Renaissance are an English progressive rock band from London. Formed in spring 1969, the group originally consisted of lead vocalist Jane Relf, guitarist and vocalist Keith Relf, bassist Louis Cennamo, drummer and vocalist Jim McCarty, and keyboardist John Hawken. The band has been through many lineup changes, and currently includes lead vocalist Annie Haslam (since 1971), guitarist and vocalist Mark Lambert (from 1985 to 1987, and since 2015), keyboardist Rave Tesar (since 2001), drummer and vocalist Frank Pagano (since 2009), keyboardist and vocalist Geoffrey Langley (since 2016), and bassist and vocalist John Arbo (since 2018).

History

1969–1987
Renaissance were formed in the spring of 1969 by former Yardbirds members Keith Relf (guitar, harmonica, vocals) and Jim McCarty (drums, percussion, vocals), who enlisted Relf's sister Jane on lead vocals and percussion, session bassist Louis Cennamo, and former Nashville Teens keyboardist John Hawken. After releasing just one self-titled album, however, the group's lineup fell apart – McCarty was first to leave due to illness, followed by Keith Relf and Cennamo. Hawken and Jane Relf completed Illusion with vocalist Terry Crowe, guitarist Michael Dunford, bassist Neil Korner and drummer Terry Slade. By October, Hawken and Slade had also left the group. They were replaced by John Tout and Anne-Marie "Binky" Cullom, respectively. Annie Haslam took over from Cullom in January 1971.

A few months into 1971, the band's manager Miles Copeland III decided to rebuild Renaissance around Haslam and Tout. Crowe departed and Korner was replaced a number of times, starting with Danny McCulloch, followed by Frank Farrell and later John Wetton. In 1972, Dunford stepped back from performing duty and was replaced by Mick Parsons, Ginger Dixon took over from Slade, and Wetton made way for Jon Camp. Just before recording for the band's next album Prologue began, Parsons died in a car accident and was replaced by Rob Hendry, while Dixon was replaced with Terry Sullivan. Hendry was replaced by Pete Finberg for a string of tour dates, before Dunford rejoined the band in time to record Ashes Are Burning. This lineup remained stable for seven years, releasing five more albums.
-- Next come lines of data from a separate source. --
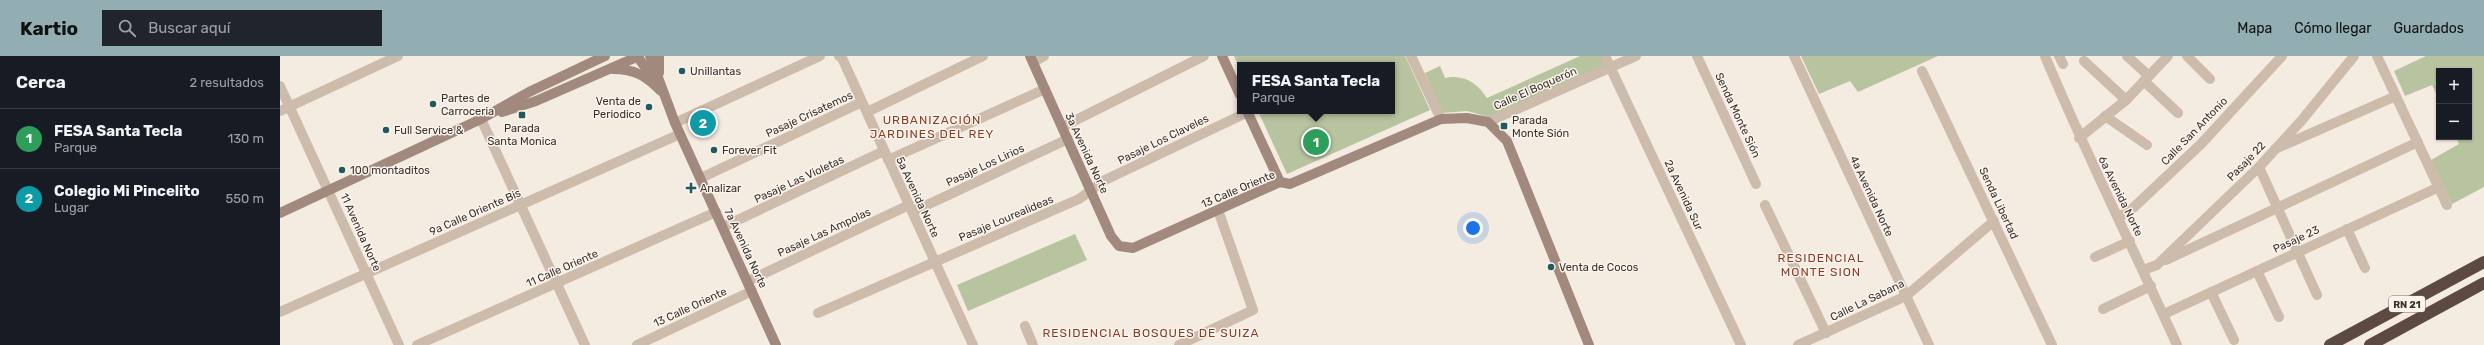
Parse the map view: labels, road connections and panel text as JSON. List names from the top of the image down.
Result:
{
  "streets": {
    "highway": ["RN 21"],
    "main road": ["3a Avenida Norte", "13 Calle Oriente", "7a Avenida Norte"],
    "street": [
      "Calle El Boquerón",
      "Pasaje Crisatemos",
      "Senda Monte Sión",
      "Calle San Antonio",
      "Pasaje Los Claveles",
      "Pasaje 22",
      "Pasaje Los Lirios",
      "Pasaje Las Violetas",
      "2a Avenida Sur",
      "4a Avenida Norte",
      "6a Avenida Norte",
      "5a Avenida Norte",
      "Senda Libertad",
      "9a Calle Oriente Bis",
      "Pasaje Lourealideas",
      "11 Avenida Norte",
      "Pasaje Las Ampolas",
      "Pasaje 23",
      "11 Calle Oriente",
      "Calle La Sabana"
    ]
  },
  "crossings": [
    ["Calle El Boquerón", "2a Avenida Sur"],
    ["Pasaje Crisatemos", "5a Avenida Norte"],
    ["Pasaje Crisatemos", "7a Avenida Norte"],
    ["Calle San Antonio", "6a Avenida Norte"],
    ["Pasaje Los Claveles", "3a Avenida Norte"],
    ["Pasaje Los Claveles", "Pasaje Lourealideas"],
    ["3a Avenida Norte", "Pasaje Los Lirios"],
    ["3a Avenida Norte", "Pasaje Las Violetas"],
    ["3a Avenida Norte", "13 Calle Oriente"],
    ["3a Avenida Norte", "Pasaje Lourealideas"],
    ["Pasaje 22", "6a Avenida Norte"],
    ["Pasaje Los Lirios", "5a Avenida Norte"],
    ["Pasaje Los Lirios", "Pasaje Las Ampolas"],
    ["Pasaje Las Violetas", "5a Avenida Norte"],
    ["Pasaje Las Violetas", "7a Avenida Norte"],
    ["13 Calle Oriente", "7a Avenida Norte"],
    ["4a Avenida Norte", "Calle La Sabana"],
    ["6a Avenida Norte", "Pasaje 23"],
    ["5a Avenida Norte", "Pasaje Lourealideas"],
    ["5a Avenida Norte", "Pasaje Las Ampolas"],
    ["Senda Libertad", "Calle La Sabana"],
    ["9a Calle Oriente Bis", "11 Avenida Norte"],
    ["9a Calle Oriente Bis", "7a Avenida Norte"],
    ["Pasaje Las Ampolas", "7a Avenida Norte"],
    ["7a Avenida Norte", "11 Calle Oriente"]
  ],
  "districts": ["URBANIZACIÓN JARDINES DEL REY", "RESIDENCIAL MONTE SION", "RESIDENCIAL BOSQUES DE SUIZA"],
  "places": {
    "other": [
      "Unillantas",
      "Partes de Carroceria",
      "Venta de Periodico",
      "Full Service &",
      "Forever Fit",
      "100 montaditos",
      "Venta de Cocos"
    ],
    "transit": ["Parada Santa Monica", "Parada Monte Sión"],
    "health": ["Analizar"]
  },
  "page": {
    "header": "Kartio",
    "search": "Buscar aquí",
    "nav": ["Mapa", "Cómo llegar", "Guardados"],
    "heading": ["Cerca", "2 resultados"],
    "popup": ["FESA Santa Tecla", "Parque"],
    "map_buttons": ["+", "−"],
    "list": [
      {
        "mark": "1",
        "name": "FESA Santa Tecla",
        "note": "Parque",
        "value": "130 m"
      },
      {
        "mark": "2",
        "name": "Colegio Mi Pincelito",
        "note": "Lugar",
        "value": "550 m"
      }
    ],
    "pins": ["2", "1"]
  }
}
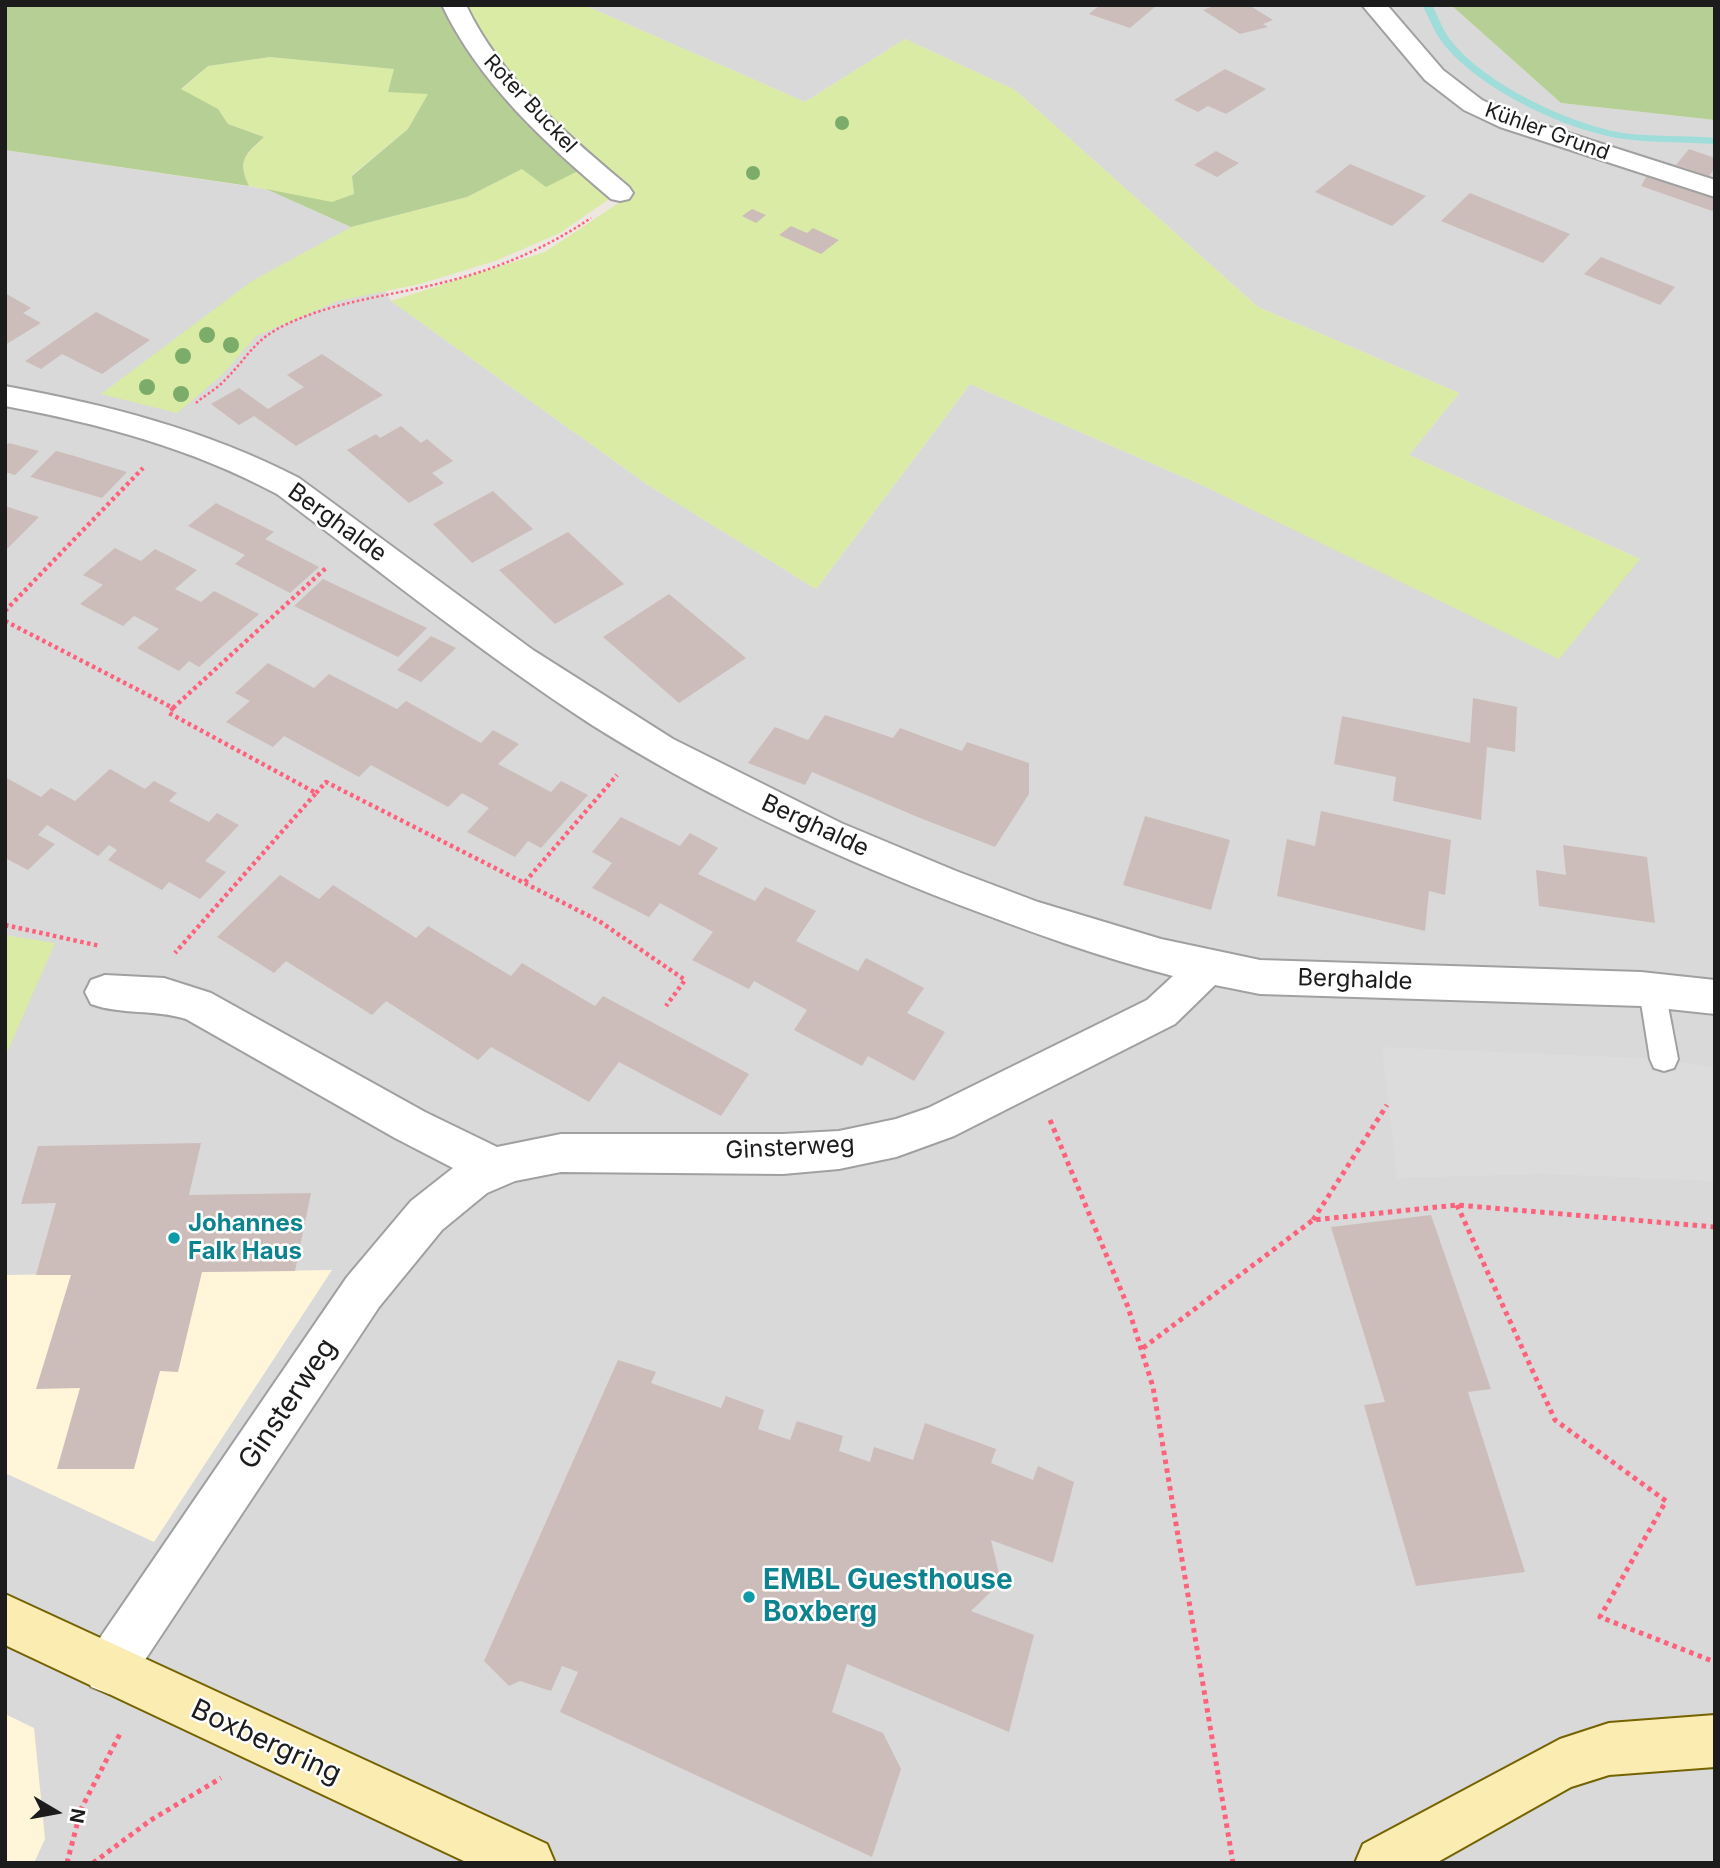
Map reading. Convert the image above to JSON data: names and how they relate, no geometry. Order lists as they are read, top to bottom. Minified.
{"streets":{"street":["Roter Buckel","Kühler Grund","Berghalde","Ginsterweg","Boxbergring"]},"crossings":[["Berghalde","Ginsterweg"],["Ginsterweg","Boxbergring"]],"places":["Johannes Falk Haus","EMBL Guesthouse Boxberg"],"north":"right"}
After the tour in promotion of 1979's Azure d'Or, Tout and Renaissance parted ways by mutual consent. In response, Sullivan also chose to leave the band. The group briefly disbanded, but returned with Camera Camera in 1981 and Time-Line in 1983, which featured session musicians Peter Barron (drums) and Peter Gosling (keyboards). In 1983, the band expanded again with the addition of drummer Gavin Harrison and keyboardist Mike Taylor, although they were replaced by Greg Carter and Raphael Rudd, respectively, a year later. Camp left in 1985, at which point Haslam and Dunford opted to tour as an acoustic quintet with Rudd, bassist Mark Lambert and percussionist Charles Descarfino. Renaissance eventually disbanded after a final touring cycle which ended in June 1987.

1998 onwards
Haslam and Dunford reformed Renaissance in 1998 with former drummer Sullivan and keyboardist Tout, beginning work on new album Tuscany the next year. After the first recording session, Tout was replaced by Mickey Simmonds, who completed the rest of the album. Bass was recorded by guest contributors Roy Wood and Alex Caird. For the album's promotional tour, the group added bassist David J. Keyes and second keyboardist Rave Tesar, before they disbanded for a second time in 2002. In August 2009, Haslam and Dunford announced that Renaissance would be returning for a third time, touring in commemoration of the band's 40th anniversary. The group's lineup for the tour included returning members Keyes and Tesar, as well as drummer Frank Pagano and second keyboardist Tom Brislin.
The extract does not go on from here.